**EXERCISE DIRECTIONS**
I'd like the entire listing output verbatim, apart from the pictures.

**DATA**

□ □ □

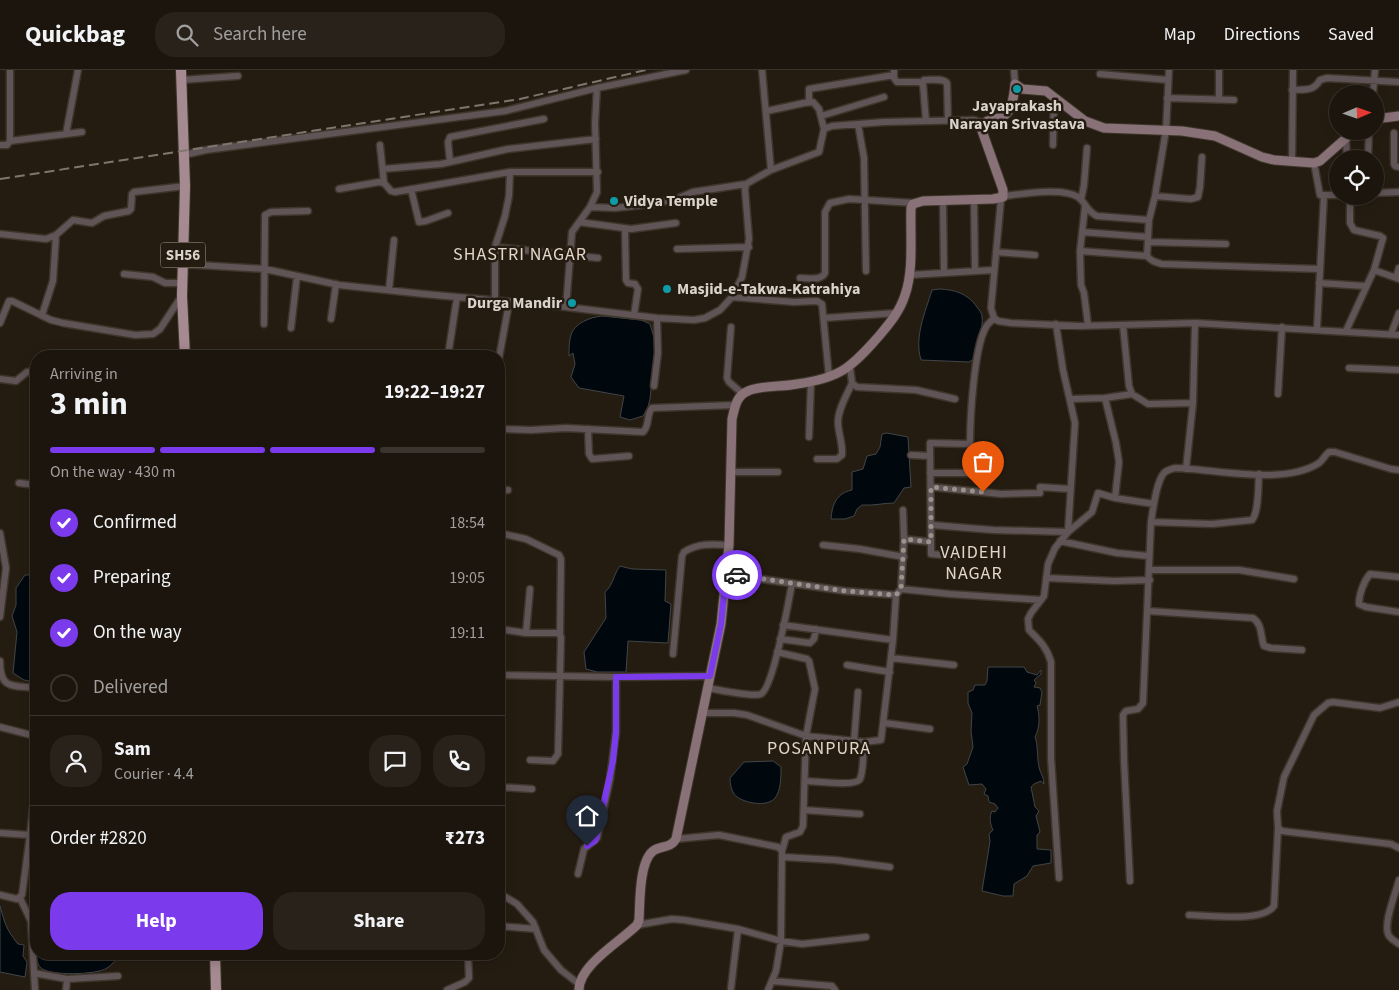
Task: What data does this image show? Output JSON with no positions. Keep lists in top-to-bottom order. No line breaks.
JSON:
{"streets":{"main road":["SH56"]},"districts":["SHASTRI NAGAR","VAIDEHI NAGAR","POSANPURA"],"places":["Jayaprakash Narayan Srivastava","Vidya Temple","Masjid-e-Takwa-Katrahiya","Durga Mandir"],"north":"right","page":{"header":"Quickbag","search":"Search here","nav":["Map","Directions","Saved"],"heading":["3 min","Arriving in","19:22–19:27"],"panel":["Sam","Courier · 4.4","Order #2820","₹273"],"bar":"On the way · 430 m","list":[["Confirmed","18:54"],["Preparing","19:05"],["On the way","19:11"],"Delivered"],"buttons":["Help","Share"]}}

□ □ □

**PROBLEM SOLUTION**
Task: What data does this image show? Output JSON with no positions. Keep lists in top-to-bottom order. No line breaks.
JSON:
{"streets":{"main road":["SH56"]},"districts":["SHASTRI NAGAR","VAIDEHI NAGAR","POSANPURA"],"places":["Jayaprakash Narayan Srivastava","Vidya Temple","Masjid-e-Takwa-Katrahiya","Durga Mandir"],"north":"right","page":{"header":"Quickbag","search":"Search here","nav":["Map","Directions","Saved"],"heading":["3 min","Arriving in","19:22–19:27"],"panel":["Sam","Courier · 4.4","Order #2820","₹273"],"bar":"On the way · 430 m","list":[["Confirmed","18:54"],["Preparing","19:05"],["On the way","19:11"],"Delivered"],"buttons":["Help","Share"]}}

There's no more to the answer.